> _Material for the task_
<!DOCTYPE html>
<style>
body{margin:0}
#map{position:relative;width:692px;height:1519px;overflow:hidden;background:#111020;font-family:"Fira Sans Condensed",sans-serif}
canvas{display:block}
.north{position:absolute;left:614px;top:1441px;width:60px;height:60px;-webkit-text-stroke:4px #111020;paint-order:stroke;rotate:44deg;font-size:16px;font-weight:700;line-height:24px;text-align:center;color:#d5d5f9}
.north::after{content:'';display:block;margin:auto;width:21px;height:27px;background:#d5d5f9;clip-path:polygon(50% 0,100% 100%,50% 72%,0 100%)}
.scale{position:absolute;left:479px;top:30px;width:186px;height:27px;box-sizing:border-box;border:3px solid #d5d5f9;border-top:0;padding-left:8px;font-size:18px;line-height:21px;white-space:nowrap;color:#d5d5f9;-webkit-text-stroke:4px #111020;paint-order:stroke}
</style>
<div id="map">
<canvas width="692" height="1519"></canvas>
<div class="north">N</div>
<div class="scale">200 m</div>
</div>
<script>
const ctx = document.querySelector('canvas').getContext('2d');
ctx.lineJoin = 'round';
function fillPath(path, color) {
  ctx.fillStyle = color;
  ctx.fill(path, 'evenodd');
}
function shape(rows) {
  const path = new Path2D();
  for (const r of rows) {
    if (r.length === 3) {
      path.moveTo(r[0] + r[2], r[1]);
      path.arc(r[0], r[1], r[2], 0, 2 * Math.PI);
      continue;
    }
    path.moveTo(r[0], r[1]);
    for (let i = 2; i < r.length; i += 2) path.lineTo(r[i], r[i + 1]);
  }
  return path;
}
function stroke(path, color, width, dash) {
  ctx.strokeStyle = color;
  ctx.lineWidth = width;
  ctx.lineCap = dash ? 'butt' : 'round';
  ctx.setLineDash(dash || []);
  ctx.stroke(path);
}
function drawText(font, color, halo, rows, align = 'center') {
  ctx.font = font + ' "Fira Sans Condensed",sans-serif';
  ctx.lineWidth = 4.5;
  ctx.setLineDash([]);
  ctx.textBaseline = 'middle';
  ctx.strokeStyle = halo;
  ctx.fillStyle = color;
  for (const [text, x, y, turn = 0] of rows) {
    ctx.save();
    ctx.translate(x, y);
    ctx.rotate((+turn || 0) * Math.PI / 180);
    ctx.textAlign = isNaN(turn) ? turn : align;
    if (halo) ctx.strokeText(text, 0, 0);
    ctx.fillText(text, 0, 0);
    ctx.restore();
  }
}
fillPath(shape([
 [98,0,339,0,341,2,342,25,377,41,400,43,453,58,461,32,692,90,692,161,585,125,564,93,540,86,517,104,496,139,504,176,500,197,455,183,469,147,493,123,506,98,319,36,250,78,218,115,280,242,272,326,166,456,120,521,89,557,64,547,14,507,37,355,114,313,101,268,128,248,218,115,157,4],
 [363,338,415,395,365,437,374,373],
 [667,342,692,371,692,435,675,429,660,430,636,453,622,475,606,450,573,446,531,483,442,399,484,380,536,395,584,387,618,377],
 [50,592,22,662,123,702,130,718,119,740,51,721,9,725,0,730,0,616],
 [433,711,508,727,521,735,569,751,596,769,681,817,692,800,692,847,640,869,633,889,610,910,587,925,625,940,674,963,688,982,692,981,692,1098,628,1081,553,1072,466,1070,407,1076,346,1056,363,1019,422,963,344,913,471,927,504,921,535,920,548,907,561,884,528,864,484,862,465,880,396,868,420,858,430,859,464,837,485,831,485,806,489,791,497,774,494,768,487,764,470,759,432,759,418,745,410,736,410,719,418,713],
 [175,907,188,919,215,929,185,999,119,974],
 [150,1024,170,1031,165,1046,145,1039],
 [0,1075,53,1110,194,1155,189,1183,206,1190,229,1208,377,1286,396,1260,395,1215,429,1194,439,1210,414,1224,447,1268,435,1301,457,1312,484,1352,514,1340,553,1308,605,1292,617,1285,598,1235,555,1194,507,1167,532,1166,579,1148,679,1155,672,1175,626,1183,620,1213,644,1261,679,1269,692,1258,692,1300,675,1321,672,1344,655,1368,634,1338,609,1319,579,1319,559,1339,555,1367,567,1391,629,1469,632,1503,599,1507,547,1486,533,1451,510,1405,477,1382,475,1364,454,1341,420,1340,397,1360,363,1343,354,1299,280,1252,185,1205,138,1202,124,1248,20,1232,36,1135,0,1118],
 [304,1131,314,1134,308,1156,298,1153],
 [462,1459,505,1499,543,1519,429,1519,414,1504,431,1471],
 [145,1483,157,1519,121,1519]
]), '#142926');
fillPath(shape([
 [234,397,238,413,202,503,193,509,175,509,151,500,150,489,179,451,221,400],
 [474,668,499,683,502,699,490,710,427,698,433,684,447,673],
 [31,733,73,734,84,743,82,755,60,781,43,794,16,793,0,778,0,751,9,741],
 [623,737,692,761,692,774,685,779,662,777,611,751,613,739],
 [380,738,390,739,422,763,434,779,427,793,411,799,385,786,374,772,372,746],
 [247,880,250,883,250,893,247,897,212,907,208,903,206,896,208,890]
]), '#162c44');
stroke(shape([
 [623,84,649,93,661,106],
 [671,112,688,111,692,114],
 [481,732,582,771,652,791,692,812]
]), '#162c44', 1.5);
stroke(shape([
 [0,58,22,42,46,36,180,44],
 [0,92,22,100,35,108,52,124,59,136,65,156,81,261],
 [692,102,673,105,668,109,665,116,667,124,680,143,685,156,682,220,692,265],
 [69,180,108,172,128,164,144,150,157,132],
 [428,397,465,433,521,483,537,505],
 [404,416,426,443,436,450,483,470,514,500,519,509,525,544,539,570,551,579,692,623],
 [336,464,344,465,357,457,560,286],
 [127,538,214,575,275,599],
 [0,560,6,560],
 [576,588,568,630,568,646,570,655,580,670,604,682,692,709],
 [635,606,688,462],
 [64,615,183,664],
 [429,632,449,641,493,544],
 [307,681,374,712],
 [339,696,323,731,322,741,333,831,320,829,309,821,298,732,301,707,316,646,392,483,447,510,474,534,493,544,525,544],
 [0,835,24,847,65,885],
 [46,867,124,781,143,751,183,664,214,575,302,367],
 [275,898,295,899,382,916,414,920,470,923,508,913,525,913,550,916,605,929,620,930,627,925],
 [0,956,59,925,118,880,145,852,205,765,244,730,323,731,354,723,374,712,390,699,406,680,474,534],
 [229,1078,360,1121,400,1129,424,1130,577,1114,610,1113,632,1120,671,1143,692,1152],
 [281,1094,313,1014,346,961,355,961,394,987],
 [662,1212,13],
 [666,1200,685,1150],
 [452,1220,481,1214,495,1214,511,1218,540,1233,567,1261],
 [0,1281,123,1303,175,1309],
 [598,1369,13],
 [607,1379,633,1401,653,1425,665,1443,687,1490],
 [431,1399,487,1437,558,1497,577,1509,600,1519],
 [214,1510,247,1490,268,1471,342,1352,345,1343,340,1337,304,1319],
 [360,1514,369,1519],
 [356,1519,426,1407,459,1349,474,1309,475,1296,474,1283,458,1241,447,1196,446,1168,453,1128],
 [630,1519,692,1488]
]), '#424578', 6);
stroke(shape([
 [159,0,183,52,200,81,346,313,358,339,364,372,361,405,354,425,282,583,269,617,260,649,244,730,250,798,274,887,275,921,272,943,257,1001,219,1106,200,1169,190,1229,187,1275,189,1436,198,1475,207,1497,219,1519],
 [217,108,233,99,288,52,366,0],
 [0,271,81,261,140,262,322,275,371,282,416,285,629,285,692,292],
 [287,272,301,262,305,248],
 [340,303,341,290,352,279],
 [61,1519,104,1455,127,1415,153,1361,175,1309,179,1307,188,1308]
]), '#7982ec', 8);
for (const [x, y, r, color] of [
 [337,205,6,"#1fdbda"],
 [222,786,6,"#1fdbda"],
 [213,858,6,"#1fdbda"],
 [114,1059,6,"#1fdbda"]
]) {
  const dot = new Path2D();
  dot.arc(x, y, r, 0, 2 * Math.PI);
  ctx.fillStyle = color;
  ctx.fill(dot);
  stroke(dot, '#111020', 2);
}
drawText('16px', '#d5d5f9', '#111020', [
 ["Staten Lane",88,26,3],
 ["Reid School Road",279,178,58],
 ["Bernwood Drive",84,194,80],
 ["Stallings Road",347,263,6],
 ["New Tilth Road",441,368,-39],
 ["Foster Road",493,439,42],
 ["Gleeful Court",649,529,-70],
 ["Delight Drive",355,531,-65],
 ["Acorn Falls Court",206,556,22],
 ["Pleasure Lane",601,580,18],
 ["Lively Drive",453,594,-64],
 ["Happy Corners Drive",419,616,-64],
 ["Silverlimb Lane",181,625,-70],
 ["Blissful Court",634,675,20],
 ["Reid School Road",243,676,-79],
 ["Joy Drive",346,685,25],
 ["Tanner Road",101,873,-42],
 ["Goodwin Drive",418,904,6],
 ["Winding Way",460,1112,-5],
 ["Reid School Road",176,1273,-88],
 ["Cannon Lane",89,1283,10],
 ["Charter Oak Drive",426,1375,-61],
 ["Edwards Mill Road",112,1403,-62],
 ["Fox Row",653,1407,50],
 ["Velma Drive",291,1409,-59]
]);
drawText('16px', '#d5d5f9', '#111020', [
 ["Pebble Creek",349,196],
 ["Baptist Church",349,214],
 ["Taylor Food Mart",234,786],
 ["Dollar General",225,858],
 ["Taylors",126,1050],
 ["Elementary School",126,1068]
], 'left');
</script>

> _Problem requirements_
Check each line of the records above for the string "moveTo", and report every line that has it.

> _Solution to the exercise_
      path.moveTo(r[0] + r[2], r[1]);
    path.moveTo(r[0], r[1]);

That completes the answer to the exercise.